January 29, 1953 - November 16, 2018
Alistair Gavin Scovil died at home on November 16, 2018, after a long heroic passage with spindle cell sarcoma.
Ali was born on January 29, 1953 in Vancouver, British Columbia, to Gwendolyn Violet (Burton) and Henry Evelyn Derrick Scovil. When he was 3 years old, his father, a physicist, took over the directorship of the Microwave and Solid State Device Laboratory at Bell Labs and moved the family to New Jersey. Ali made the most of his Jersey childhood, spending days exploring the Great Swamp in a variety of fabricated water crafts, including rafts of all sorts and a once-abandoned concrete boat that, along with a disreputable band of brothers he simply referred to as the Hadleys, he’d found and claimed for their adventures. Although he later attended the University of Toronto and Drew University and earned dual degrees in Economics and Physics, Ali’s great preoccupation in life was cars. From a very early age, he was captivated by machinery. His first word came late and was not the predictable “mama,” but a well-articulated “tractor.” When his grandmother came to visit from Canada, 10-year-old Ali drove her around his small town – and down dirt roads and through fields – in the family’s Morris Minor. Despite a life-threatening accident in a Lotus Cortina when he was 21, and the long rehabilitation that followed, he continued to work on and play with cars. He became a certified Jaguar mechanic and opened the first version of Motorsport while in college. His little repair shop, sandwiched between the last Citroen dealership in America and a furniture-stripping service called “The Big Dipper,” was quickly well-known in the tiny town of Gladstone and throughout the region. Ali worked on British cars there and eventually on other exotics, his natural skill and high intelligence swiftly making his reputation. And, too, then there were the lawn chairs that appeared at closing time on the sidewalk outside Motorsport I, where Ali would visit with friends (old and new) and the occasional customer or transient employee over a beer before folding the day away.
Ali met his wife Adrianne in 1974, and they were nearly inseparable from that time, marrying in 1979. They moved to Port Townsend shortly after the birth of their first son Peter in 1981, where Ali found a true community that sustained him all his adult life. Their second son, Duncan, was born in 1987, and Ali’s parents, Gwen and Derrick, retired to Port Townsend a few years later. In Port Townsend, Ali eventually opened the west coast version of Motorsport, and aside from his home, that was the center of his universe for many years. A born philosopher and luminous spirit, he offered more than car repair as anyone who had the good fortune to be his customer soon knew. In truth, he was a terrible businessman. His repair orders were handwritten and nearly unintelligible, and his idea of balancing the books involved a complex Robin Hood-esque system wherein he tried to figure out how not to charge anyone in need and still bring money home at week’s end.
Ali could be famously curmudgeonly when it came to injustice. A deeply generous man, he had no time at all for those who judged people on their status or material possessions or even emotional handicaps.

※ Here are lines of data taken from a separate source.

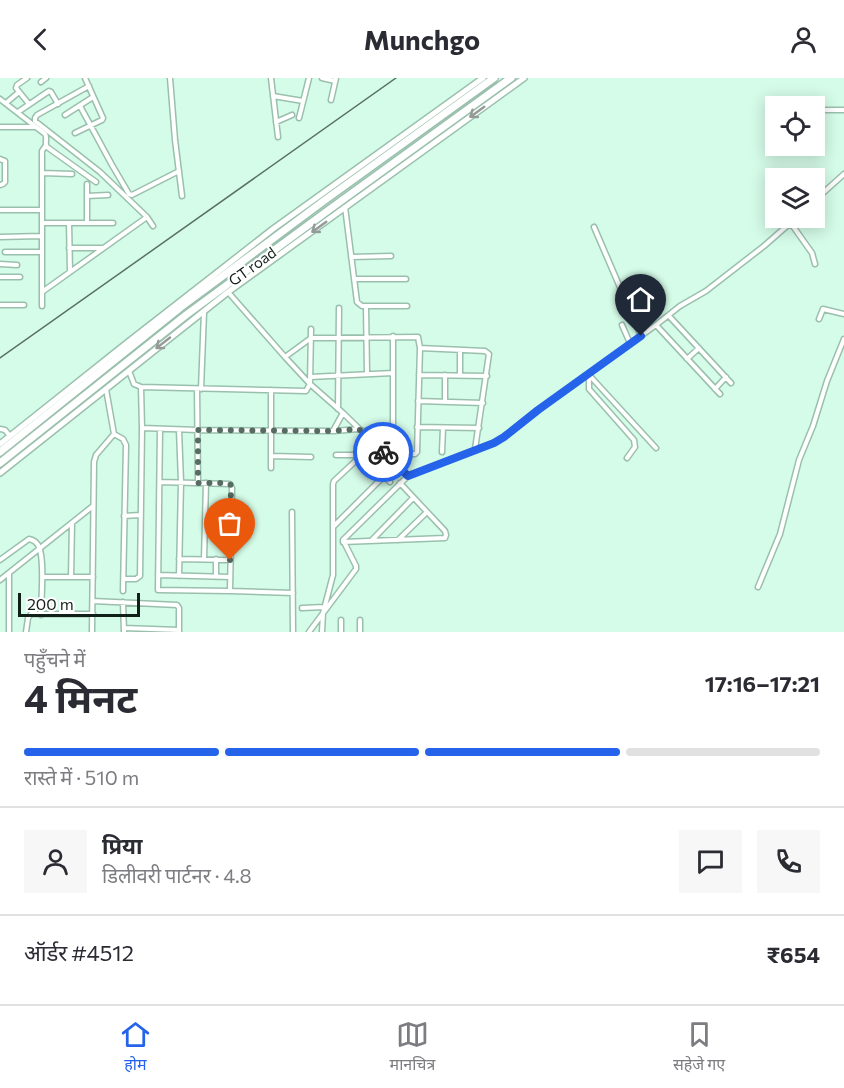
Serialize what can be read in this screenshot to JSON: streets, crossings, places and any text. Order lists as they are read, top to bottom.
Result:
{
  "streets": {
    "highway": ["GT road"]
  },
  "scale_bar": "200 m",
  "page": {
    "header": "Munchgo",
    "scale": "200 m",
    "heading": ["4 मिनट", "पहुँचने में", "17:16–17:21"],
    "panel": [
      "प्रिया",
      "डिलीवरी पार्टनर · 4.8",
      "ऑर्डर #4512",
      "₹654"
    ],
    "bar": "रास्ते में · 510 m",
    "tabs": ["होम", "मानचित्र", "सहेजे गए"]
  }
}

He kept his values close, all having to do with gratitude and acceptance. He was fiercely proud and intensely loving of his wife and sons. He believed fully in a higher self and in the power and contagion of love, and he was a dear and loyal friend to many.
Ali was a masterful innovator, skilled sailor, energetic gardener, and terrible dancer. He collected and shared jokes and stories and happily embellished all. He was the best of listeners. Animals gravitated to him, and he had many besotted dog and cat companions over the years. He leaves behind two clearly bereft cats.
Ali is survived by his wife, Adrianne, son Peter and Peter’s wife, Bailey Taylor, and son Duncan, and by his in-laws and cousins and many, many dear friends. His was a radiant spirit replete with goodness and humor and endless energy, and all of those in his life know that what he called “this beautiful world” will be a far, far dimmer, less comforting place without his presence and theories, yet an ever-magnificent one because they got to share it with him for awhile and see its goodness, oddities, and marvels through his eyes.
A celebration of Ali’s life will be held on Sunday, January 6, at the Northwest Maritime Center, following a processional of cars. More details to come.